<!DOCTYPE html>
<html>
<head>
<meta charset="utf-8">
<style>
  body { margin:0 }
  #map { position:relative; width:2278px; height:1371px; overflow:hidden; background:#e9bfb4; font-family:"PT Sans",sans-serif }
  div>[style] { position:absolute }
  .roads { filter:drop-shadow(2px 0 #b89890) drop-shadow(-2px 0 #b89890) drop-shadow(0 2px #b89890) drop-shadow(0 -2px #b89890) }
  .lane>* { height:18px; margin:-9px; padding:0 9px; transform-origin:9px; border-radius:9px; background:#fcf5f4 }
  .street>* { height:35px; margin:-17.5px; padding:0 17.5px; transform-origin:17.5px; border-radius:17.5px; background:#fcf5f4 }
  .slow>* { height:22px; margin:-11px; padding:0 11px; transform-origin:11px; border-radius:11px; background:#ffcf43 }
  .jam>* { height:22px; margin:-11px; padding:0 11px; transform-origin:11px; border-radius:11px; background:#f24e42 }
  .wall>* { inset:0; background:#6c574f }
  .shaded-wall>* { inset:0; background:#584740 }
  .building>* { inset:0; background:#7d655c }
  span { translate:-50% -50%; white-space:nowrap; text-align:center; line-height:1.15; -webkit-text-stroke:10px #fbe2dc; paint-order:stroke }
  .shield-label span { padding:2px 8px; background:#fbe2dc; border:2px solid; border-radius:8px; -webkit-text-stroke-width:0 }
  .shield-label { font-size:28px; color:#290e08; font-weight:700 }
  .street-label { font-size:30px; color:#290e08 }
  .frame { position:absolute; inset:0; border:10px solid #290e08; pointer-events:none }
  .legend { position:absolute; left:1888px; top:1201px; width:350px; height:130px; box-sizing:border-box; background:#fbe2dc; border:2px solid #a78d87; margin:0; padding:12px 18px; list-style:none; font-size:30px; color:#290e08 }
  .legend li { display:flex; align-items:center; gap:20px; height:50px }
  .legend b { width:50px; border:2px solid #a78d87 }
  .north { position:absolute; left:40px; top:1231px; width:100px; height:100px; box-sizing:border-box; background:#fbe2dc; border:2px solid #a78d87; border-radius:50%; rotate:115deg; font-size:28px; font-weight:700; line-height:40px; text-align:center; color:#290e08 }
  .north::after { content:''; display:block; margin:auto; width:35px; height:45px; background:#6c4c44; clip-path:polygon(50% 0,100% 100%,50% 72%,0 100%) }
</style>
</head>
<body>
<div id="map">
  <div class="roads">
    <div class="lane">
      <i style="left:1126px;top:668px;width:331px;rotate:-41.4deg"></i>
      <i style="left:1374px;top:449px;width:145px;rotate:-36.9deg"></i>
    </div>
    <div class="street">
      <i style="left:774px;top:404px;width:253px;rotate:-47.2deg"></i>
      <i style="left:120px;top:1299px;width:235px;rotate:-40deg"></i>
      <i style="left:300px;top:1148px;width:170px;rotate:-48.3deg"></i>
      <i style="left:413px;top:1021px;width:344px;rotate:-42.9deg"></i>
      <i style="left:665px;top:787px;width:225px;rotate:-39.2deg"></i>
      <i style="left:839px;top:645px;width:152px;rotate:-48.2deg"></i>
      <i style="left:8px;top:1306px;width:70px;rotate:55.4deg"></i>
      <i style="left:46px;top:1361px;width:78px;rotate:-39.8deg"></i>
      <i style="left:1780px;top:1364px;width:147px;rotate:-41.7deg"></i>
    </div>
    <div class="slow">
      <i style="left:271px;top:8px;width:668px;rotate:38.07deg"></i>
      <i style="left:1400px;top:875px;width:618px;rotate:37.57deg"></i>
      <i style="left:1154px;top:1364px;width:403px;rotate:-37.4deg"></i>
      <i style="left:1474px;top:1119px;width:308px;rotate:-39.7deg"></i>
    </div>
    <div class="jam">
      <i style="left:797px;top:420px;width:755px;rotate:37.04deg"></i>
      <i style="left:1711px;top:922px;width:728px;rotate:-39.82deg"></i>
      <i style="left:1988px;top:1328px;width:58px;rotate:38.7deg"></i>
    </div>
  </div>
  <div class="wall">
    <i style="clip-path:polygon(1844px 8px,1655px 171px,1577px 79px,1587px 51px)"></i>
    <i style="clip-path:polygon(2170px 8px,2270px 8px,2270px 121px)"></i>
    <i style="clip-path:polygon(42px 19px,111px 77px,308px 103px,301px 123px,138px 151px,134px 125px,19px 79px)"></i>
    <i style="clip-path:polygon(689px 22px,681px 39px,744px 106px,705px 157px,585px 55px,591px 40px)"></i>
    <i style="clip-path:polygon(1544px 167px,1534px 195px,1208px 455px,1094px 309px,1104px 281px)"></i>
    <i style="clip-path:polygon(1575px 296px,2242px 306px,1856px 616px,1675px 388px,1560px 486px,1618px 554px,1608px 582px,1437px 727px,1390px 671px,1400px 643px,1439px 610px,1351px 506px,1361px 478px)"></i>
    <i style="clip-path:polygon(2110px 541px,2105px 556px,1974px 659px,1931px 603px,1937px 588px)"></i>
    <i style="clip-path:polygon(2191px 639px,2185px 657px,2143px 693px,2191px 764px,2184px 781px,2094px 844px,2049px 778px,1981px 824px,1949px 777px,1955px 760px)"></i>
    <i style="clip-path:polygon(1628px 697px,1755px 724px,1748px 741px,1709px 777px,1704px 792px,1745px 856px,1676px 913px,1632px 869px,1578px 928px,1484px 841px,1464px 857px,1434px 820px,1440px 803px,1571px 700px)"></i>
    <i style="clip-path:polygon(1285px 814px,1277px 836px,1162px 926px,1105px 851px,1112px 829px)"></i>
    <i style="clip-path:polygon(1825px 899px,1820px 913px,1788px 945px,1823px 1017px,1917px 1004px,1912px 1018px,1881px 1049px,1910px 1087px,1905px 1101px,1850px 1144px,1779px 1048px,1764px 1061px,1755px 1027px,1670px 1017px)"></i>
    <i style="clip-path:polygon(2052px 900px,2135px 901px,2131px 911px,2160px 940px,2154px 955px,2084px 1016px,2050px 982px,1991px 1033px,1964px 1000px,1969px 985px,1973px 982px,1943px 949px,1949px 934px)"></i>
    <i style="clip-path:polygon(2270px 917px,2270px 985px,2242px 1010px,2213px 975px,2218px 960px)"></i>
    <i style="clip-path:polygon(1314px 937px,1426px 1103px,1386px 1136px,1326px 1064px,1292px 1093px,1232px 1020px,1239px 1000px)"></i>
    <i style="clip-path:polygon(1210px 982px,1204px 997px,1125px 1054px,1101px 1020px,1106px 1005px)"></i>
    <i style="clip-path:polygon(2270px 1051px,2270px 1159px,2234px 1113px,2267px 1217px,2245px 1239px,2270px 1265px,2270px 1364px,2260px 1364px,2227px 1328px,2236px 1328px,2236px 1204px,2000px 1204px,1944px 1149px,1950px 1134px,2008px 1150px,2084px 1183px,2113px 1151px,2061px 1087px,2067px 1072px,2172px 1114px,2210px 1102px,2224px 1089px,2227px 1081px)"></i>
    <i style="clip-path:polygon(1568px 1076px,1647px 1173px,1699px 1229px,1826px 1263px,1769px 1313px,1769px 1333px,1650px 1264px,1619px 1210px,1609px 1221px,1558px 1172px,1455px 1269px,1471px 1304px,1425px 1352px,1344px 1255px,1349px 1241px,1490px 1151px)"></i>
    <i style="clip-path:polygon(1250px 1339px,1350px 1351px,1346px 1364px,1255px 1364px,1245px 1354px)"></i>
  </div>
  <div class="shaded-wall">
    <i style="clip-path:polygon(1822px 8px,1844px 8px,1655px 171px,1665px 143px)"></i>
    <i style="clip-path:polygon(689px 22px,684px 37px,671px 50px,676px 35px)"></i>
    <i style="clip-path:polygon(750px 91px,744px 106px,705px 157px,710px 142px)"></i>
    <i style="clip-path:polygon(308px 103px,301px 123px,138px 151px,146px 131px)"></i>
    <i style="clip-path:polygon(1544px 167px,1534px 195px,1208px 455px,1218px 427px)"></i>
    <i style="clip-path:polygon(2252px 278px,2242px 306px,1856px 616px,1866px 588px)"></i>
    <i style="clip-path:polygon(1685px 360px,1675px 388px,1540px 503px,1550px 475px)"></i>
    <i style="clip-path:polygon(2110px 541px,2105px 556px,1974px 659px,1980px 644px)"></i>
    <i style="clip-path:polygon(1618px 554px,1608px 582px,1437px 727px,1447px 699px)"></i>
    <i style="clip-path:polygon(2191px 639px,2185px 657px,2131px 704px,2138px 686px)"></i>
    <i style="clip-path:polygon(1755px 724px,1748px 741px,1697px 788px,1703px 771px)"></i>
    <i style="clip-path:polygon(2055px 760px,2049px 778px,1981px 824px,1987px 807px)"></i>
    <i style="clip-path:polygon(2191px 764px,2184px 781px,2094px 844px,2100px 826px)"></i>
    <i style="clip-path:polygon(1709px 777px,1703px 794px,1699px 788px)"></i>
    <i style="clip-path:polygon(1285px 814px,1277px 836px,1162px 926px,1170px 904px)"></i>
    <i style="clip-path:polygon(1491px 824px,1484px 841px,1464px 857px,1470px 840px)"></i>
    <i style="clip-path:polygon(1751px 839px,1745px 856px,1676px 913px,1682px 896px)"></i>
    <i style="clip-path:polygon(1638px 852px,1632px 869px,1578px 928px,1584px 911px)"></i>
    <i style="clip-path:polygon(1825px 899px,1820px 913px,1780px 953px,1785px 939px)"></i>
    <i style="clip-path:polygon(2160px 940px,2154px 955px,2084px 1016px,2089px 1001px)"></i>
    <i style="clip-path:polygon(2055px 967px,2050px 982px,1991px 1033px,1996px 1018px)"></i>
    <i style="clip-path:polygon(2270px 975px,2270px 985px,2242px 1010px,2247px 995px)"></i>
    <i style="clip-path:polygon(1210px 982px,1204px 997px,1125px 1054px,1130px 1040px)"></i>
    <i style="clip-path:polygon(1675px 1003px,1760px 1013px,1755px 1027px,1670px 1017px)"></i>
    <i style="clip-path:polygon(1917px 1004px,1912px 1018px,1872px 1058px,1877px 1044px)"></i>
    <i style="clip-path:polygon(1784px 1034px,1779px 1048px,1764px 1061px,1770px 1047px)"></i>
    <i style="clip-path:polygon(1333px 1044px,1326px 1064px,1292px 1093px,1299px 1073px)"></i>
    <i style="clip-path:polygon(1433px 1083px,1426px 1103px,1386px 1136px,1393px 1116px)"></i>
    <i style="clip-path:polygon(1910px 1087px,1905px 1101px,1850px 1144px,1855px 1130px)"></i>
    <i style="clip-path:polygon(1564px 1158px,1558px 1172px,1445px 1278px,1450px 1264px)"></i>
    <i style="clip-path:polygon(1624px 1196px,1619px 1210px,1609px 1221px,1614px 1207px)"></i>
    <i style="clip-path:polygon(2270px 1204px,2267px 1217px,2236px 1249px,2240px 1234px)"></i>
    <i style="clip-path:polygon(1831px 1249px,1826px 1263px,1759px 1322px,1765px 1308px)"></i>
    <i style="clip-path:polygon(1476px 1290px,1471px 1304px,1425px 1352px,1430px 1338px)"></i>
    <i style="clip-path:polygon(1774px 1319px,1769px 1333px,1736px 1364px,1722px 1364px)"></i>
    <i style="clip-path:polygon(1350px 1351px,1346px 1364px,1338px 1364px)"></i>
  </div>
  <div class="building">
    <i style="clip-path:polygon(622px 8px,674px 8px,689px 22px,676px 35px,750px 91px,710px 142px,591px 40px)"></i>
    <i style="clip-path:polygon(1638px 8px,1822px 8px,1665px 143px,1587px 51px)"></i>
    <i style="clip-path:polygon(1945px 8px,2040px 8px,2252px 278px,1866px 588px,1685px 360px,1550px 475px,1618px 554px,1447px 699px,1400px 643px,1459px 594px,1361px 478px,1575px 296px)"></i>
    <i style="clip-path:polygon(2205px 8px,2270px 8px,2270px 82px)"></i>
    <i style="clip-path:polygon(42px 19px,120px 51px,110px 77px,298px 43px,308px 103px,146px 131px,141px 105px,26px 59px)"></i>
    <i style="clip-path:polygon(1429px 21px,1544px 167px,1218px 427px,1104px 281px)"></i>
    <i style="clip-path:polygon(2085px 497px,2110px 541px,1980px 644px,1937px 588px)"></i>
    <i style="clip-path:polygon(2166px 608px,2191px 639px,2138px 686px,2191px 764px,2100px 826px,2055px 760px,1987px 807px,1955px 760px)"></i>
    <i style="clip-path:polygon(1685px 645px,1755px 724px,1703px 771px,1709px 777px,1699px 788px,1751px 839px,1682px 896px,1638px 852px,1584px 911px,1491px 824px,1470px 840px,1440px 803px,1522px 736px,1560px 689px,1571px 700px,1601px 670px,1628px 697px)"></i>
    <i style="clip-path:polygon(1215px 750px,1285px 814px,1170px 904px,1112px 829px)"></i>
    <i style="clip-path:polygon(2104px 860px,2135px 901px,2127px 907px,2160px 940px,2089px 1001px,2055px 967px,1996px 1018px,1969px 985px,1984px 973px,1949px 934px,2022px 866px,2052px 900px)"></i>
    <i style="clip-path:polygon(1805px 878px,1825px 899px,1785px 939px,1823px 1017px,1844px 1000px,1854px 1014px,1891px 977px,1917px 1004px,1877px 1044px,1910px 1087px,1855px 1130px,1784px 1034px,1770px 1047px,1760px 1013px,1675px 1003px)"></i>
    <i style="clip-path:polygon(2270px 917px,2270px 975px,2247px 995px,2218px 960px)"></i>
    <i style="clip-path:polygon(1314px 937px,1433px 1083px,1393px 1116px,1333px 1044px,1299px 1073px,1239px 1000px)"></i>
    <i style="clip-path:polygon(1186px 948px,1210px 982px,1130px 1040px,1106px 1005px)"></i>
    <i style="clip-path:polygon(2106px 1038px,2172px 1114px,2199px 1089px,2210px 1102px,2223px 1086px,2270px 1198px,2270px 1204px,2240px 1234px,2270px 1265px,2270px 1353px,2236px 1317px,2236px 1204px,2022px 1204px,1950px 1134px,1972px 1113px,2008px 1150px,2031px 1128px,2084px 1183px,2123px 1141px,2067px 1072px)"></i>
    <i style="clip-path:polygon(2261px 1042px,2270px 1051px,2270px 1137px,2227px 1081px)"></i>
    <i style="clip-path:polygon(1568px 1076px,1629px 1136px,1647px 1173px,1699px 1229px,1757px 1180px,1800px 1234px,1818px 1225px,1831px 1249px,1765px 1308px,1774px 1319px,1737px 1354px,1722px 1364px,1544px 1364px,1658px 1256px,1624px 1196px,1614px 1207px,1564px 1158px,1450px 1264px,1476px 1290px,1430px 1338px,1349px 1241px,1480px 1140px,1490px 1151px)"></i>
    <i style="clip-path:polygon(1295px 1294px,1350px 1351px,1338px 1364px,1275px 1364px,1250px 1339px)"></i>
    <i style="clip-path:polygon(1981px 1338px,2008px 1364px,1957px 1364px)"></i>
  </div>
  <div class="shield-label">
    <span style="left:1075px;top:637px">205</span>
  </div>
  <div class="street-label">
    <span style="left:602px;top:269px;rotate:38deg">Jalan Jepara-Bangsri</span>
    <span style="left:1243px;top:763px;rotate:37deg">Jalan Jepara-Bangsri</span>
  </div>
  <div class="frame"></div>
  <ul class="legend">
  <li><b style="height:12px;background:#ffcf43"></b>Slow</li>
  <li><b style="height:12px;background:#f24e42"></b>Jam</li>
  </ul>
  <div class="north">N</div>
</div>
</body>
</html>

***

WHAT YOU NEED TO DO: Write out the listing's lines exactly, from its first line through the line that contains "position:relative; width:2278px; height:1371px;", and stop there.

EXPECTED ANSWER:
<!DOCTYPE html>
<html>
<head>
<meta charset="utf-8">
<style>
  body { margin:0 }
  #map { position:relative; width:2278px; height:1371px; overflow:hidden; background:#e9bfb4; font-family:"PT Sans",sans-serif }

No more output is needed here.